--- Exercise input Enclosed Below ---
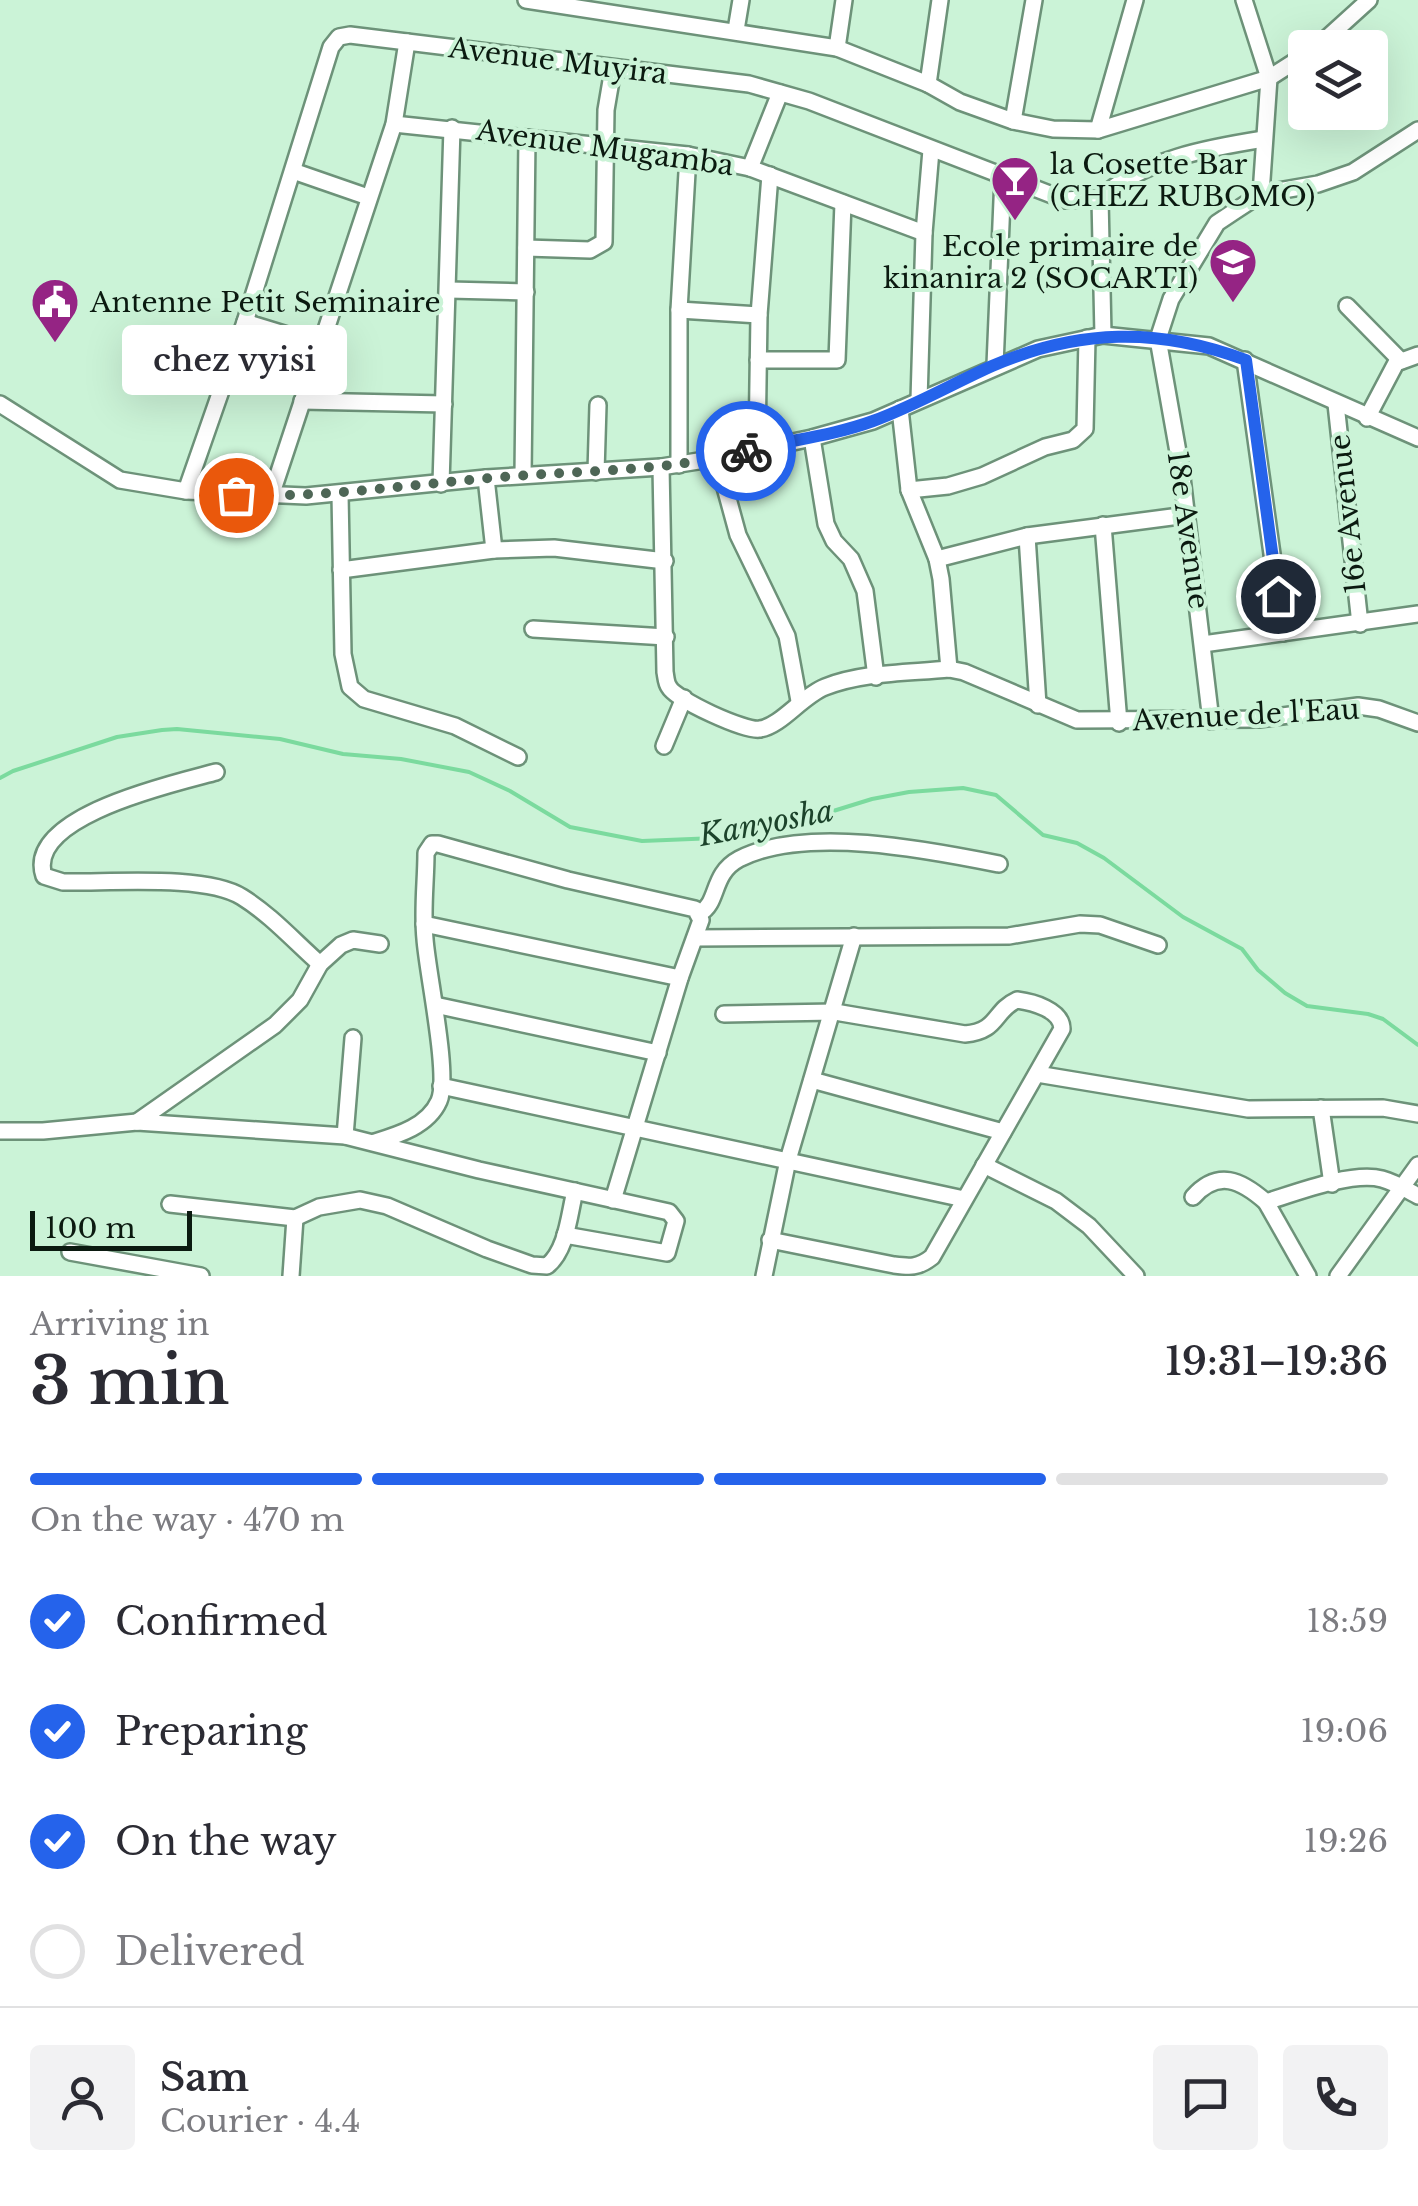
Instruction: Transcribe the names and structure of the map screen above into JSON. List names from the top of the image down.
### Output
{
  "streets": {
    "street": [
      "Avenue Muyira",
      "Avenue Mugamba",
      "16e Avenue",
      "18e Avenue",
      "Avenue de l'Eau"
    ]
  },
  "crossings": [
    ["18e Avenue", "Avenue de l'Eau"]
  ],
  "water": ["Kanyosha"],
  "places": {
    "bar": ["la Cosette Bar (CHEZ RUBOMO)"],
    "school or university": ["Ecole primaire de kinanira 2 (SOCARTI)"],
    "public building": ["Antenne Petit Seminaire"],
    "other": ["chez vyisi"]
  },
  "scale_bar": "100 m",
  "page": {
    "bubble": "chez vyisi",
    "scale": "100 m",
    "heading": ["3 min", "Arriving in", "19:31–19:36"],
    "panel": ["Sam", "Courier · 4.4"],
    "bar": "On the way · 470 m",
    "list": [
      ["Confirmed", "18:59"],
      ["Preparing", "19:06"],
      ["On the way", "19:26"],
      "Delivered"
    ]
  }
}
--- End of Enclosed Exercise input ---
Your answer should be only the number of lines in the entries above that hold the string "Avenue".

6